*DIRECTIONS*:
Reproduced exactly, the lines from the start of the material through the line containing "position:relative; width:1513px; height:2128px;" should be the whole answer, with pictures excluded.
======
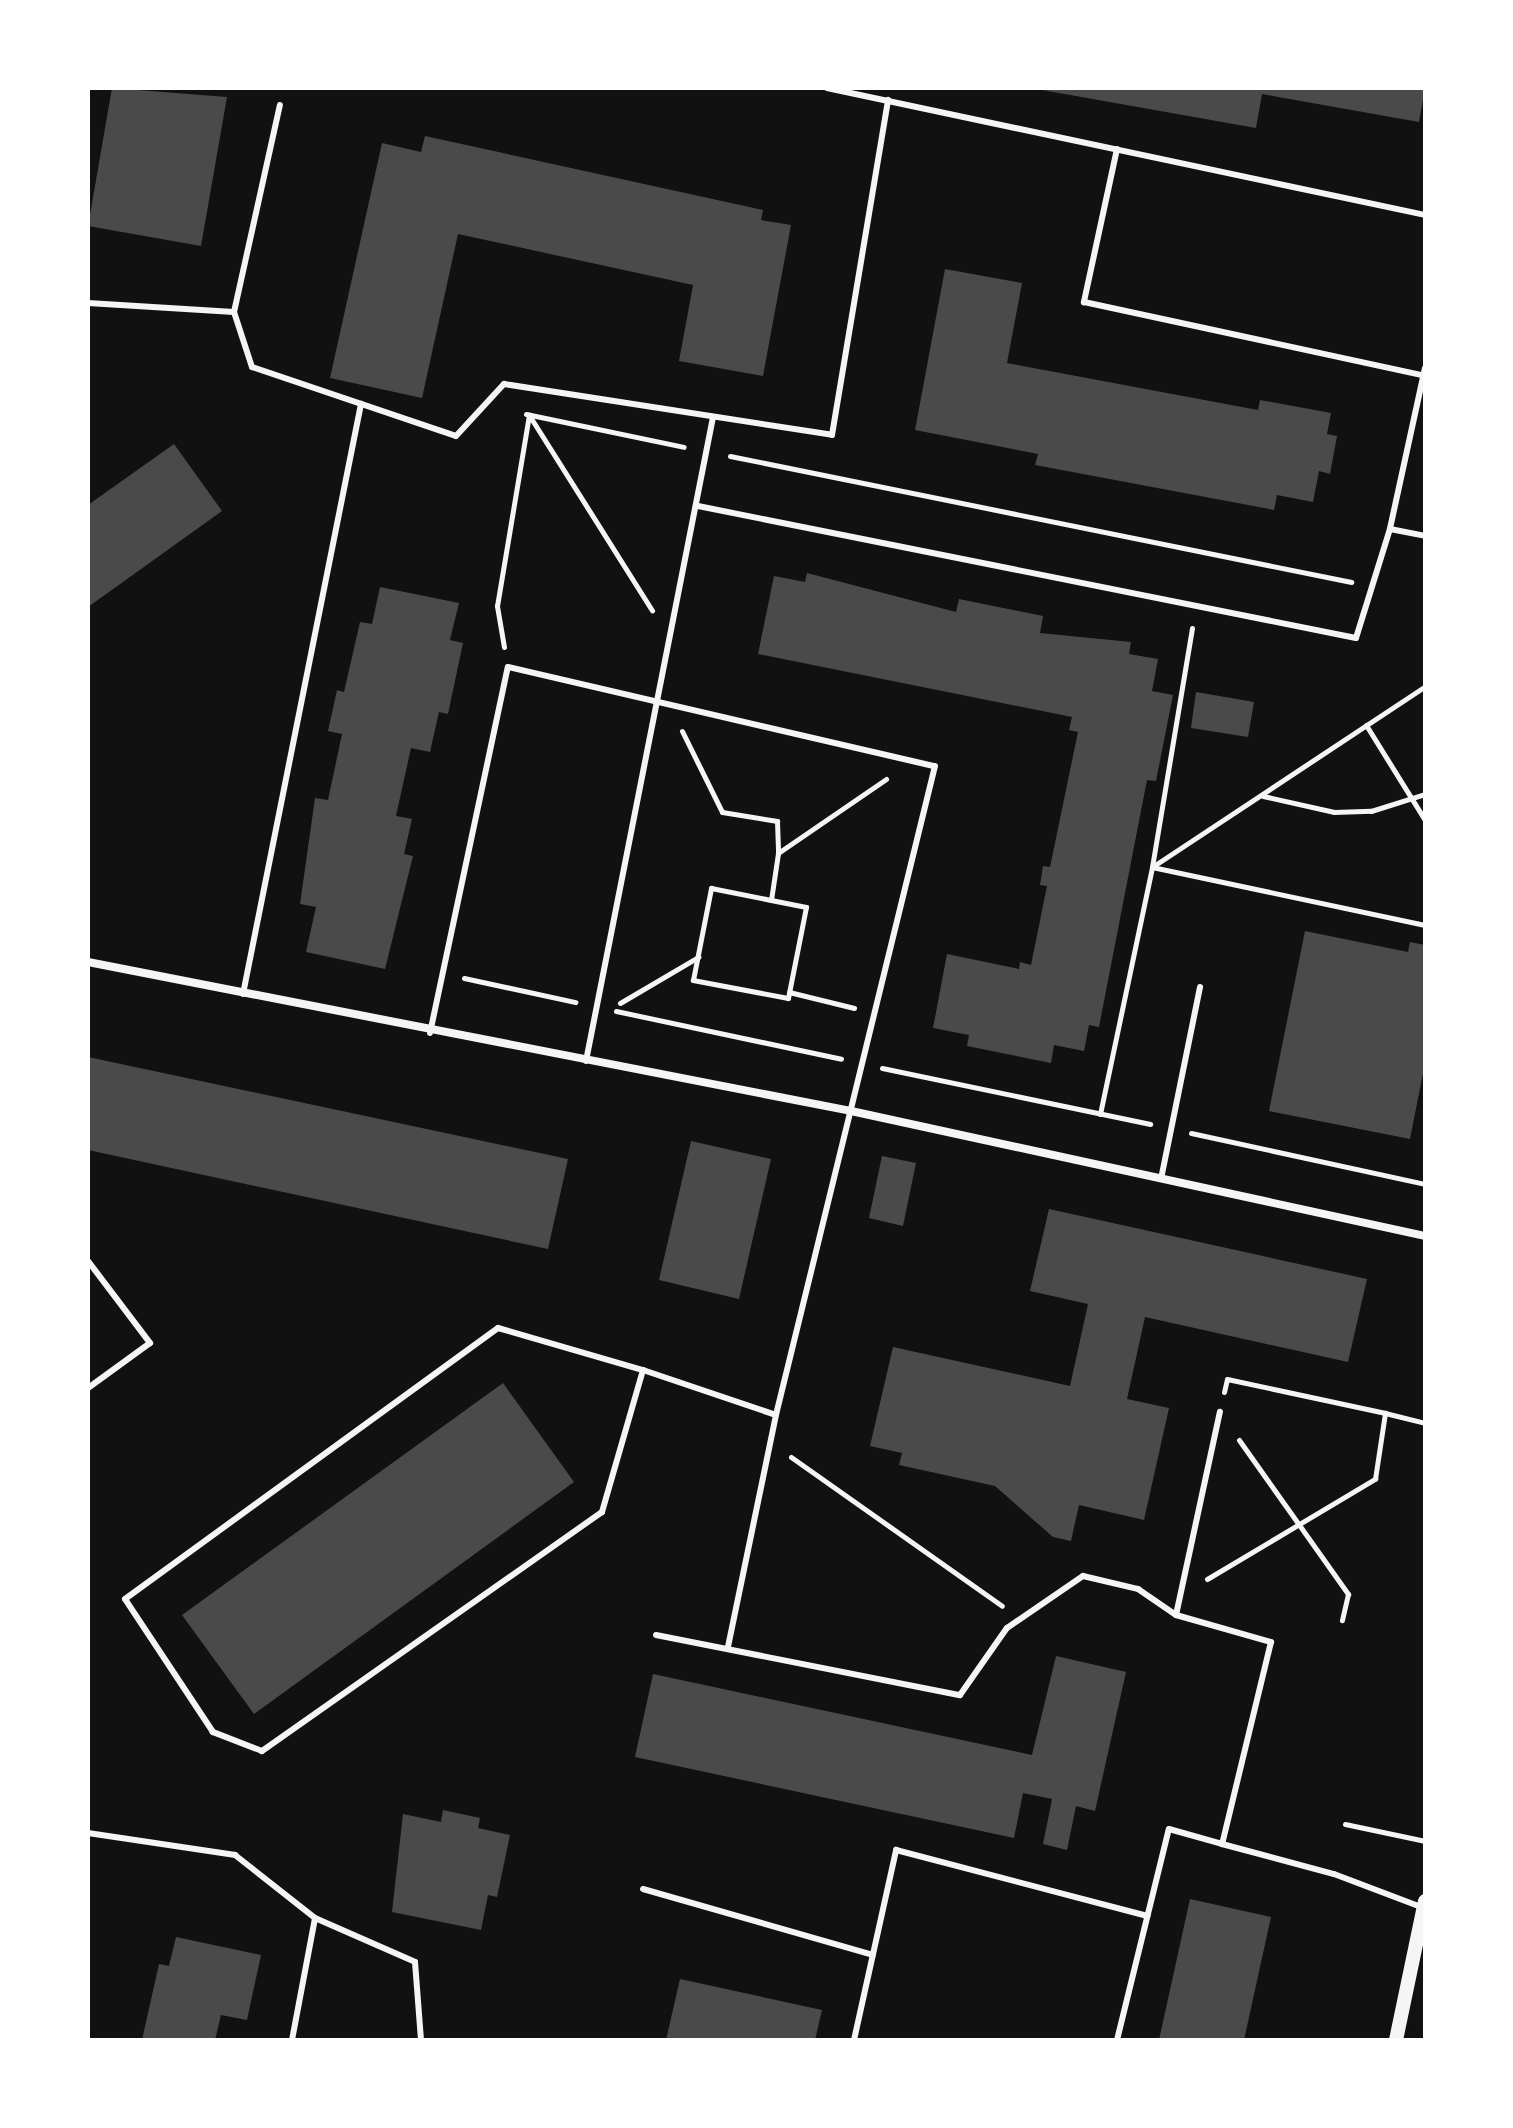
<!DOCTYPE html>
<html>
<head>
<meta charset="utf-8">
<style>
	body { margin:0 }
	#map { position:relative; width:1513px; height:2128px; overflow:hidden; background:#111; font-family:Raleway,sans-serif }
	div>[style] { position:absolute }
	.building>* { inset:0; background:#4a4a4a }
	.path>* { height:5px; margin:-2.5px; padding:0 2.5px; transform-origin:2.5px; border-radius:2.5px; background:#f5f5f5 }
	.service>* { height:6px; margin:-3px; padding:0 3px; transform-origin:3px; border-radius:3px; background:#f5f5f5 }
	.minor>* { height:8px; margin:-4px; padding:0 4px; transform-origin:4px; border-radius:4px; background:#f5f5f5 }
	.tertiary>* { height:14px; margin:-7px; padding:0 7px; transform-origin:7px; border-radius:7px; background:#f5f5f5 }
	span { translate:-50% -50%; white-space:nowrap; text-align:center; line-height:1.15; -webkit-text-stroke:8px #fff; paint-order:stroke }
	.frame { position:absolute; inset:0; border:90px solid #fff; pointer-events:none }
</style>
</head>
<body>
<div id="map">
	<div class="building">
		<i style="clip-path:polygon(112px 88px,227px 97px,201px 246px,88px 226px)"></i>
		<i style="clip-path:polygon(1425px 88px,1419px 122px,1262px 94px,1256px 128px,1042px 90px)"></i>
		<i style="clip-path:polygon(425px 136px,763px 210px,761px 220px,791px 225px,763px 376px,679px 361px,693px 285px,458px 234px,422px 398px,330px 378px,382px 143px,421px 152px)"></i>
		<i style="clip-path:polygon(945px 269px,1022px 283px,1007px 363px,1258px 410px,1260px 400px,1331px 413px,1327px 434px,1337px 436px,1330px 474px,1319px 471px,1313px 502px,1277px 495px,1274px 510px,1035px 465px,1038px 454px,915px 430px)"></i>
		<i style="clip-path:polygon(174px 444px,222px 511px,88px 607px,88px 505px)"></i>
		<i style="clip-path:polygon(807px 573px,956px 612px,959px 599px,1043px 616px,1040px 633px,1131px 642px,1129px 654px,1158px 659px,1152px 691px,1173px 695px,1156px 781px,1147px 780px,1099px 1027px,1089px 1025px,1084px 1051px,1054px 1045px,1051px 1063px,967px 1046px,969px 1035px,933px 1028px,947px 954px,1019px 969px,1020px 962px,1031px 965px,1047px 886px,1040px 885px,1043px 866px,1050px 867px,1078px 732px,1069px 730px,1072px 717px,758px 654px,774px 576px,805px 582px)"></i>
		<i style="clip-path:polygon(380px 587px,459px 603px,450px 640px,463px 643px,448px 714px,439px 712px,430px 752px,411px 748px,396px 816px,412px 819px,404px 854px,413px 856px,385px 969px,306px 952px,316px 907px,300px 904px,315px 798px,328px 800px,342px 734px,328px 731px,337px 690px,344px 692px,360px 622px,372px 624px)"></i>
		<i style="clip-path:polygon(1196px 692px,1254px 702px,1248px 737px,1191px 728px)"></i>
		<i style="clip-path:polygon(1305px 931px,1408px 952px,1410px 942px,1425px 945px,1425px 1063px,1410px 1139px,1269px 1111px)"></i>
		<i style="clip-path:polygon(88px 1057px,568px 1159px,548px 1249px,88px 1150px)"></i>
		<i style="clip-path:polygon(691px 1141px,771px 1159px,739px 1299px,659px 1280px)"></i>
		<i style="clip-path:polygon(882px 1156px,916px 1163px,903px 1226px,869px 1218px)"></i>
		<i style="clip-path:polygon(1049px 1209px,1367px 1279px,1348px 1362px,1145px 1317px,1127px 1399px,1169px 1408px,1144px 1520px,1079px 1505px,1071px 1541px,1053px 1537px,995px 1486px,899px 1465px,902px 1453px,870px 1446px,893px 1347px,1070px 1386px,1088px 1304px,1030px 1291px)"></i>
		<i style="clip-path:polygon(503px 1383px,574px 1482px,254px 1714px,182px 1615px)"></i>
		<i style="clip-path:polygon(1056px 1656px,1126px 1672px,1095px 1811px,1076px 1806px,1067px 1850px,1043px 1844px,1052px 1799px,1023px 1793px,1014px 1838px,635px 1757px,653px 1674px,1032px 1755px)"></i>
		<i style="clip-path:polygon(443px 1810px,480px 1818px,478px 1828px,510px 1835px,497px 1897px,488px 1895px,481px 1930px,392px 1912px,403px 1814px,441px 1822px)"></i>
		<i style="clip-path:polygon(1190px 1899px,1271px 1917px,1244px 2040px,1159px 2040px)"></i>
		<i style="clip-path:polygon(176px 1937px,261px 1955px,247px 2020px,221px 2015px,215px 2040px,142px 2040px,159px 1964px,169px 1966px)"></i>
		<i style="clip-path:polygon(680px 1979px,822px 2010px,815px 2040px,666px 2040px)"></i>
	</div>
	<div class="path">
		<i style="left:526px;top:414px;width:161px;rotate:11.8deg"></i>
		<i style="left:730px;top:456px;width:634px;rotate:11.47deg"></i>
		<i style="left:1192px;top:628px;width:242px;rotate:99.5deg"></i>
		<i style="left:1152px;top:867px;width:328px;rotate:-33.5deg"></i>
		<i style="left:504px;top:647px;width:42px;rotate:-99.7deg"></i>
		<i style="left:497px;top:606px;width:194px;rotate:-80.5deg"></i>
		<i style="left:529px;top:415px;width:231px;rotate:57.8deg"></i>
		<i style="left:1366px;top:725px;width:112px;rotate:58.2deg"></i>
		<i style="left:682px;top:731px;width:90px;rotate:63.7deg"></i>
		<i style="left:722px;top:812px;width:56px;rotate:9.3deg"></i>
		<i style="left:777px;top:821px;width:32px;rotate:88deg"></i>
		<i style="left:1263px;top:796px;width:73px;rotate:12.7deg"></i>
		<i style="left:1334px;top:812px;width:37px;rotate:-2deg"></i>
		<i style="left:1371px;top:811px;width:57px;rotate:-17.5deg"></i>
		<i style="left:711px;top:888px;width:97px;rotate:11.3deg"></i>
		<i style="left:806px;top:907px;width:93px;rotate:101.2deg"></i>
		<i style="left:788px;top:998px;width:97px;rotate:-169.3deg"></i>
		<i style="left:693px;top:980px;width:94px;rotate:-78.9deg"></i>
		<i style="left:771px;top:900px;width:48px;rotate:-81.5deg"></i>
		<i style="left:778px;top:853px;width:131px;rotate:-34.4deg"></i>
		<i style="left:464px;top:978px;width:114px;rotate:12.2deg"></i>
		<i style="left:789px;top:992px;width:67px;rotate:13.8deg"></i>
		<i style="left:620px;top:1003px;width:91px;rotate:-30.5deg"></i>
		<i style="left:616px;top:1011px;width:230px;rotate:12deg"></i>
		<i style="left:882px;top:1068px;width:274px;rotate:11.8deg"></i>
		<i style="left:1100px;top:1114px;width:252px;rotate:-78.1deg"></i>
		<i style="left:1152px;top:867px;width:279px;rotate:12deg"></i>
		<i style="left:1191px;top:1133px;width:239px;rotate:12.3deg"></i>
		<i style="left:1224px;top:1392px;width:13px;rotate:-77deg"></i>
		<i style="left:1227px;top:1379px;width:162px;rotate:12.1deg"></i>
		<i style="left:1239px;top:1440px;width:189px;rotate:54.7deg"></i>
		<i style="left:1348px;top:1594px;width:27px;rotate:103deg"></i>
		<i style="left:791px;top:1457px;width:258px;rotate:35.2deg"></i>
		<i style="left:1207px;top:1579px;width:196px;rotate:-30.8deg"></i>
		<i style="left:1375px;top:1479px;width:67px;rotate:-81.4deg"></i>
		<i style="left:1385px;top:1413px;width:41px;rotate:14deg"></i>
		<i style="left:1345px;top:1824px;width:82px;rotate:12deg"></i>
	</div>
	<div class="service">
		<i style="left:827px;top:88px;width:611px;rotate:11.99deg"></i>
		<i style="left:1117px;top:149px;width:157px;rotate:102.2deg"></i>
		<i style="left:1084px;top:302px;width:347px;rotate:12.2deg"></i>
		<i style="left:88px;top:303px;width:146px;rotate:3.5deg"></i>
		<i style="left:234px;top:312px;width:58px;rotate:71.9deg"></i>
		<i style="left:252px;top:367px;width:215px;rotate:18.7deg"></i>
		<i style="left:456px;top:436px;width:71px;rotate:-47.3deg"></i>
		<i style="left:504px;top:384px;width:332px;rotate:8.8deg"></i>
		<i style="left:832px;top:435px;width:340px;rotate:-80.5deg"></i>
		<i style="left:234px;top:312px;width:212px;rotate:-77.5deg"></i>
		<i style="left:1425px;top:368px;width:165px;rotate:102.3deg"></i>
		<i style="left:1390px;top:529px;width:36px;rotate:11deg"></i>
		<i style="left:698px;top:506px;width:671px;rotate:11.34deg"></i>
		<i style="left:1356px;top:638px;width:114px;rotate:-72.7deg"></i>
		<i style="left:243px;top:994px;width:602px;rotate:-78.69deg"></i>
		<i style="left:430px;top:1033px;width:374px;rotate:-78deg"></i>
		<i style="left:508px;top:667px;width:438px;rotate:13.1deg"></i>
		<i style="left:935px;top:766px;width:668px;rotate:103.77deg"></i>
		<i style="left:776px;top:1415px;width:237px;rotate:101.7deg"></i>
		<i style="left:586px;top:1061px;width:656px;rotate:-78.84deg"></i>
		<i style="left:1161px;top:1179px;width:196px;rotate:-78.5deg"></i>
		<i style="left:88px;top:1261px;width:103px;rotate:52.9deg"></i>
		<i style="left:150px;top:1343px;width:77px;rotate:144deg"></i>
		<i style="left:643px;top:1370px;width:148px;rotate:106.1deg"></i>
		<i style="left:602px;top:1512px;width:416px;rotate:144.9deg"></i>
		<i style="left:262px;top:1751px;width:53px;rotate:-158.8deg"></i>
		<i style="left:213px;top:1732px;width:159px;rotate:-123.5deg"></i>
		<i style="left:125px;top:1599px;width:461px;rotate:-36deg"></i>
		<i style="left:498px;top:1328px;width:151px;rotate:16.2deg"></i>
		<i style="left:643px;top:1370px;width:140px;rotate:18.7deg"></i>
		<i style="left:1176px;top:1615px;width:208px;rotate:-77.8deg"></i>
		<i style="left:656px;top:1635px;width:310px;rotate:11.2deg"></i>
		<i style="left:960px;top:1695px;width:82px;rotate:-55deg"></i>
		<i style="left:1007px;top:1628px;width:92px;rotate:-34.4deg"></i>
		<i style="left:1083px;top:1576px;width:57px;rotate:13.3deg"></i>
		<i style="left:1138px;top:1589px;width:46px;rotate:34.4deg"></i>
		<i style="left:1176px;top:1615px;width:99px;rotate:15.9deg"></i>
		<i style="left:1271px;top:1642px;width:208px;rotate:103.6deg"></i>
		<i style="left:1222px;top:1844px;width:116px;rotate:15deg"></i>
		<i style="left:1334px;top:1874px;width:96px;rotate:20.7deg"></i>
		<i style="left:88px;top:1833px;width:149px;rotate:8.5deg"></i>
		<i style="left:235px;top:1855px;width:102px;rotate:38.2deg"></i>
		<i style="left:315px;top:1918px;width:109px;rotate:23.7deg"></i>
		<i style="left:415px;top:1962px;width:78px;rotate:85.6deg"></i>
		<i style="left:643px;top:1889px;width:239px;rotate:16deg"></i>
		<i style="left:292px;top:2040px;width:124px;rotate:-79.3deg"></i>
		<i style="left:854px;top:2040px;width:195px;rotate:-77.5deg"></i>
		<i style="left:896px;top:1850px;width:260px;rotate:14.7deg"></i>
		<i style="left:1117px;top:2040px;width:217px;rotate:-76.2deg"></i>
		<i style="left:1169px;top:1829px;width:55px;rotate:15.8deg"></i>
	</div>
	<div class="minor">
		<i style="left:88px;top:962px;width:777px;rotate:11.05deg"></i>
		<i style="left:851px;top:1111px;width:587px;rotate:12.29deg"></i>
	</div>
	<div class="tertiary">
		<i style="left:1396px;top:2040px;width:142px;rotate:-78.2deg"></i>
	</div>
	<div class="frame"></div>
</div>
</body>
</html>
======
*TASK RESPONSE*:
<!DOCTYPE html>
<html>
<head>
<meta charset="utf-8">
<style>
	body { margin:0 }
	#map { position:relative; width:1513px; height:2128px; overflow:hidden; background:#111; font-family:Raleway,sans-serif }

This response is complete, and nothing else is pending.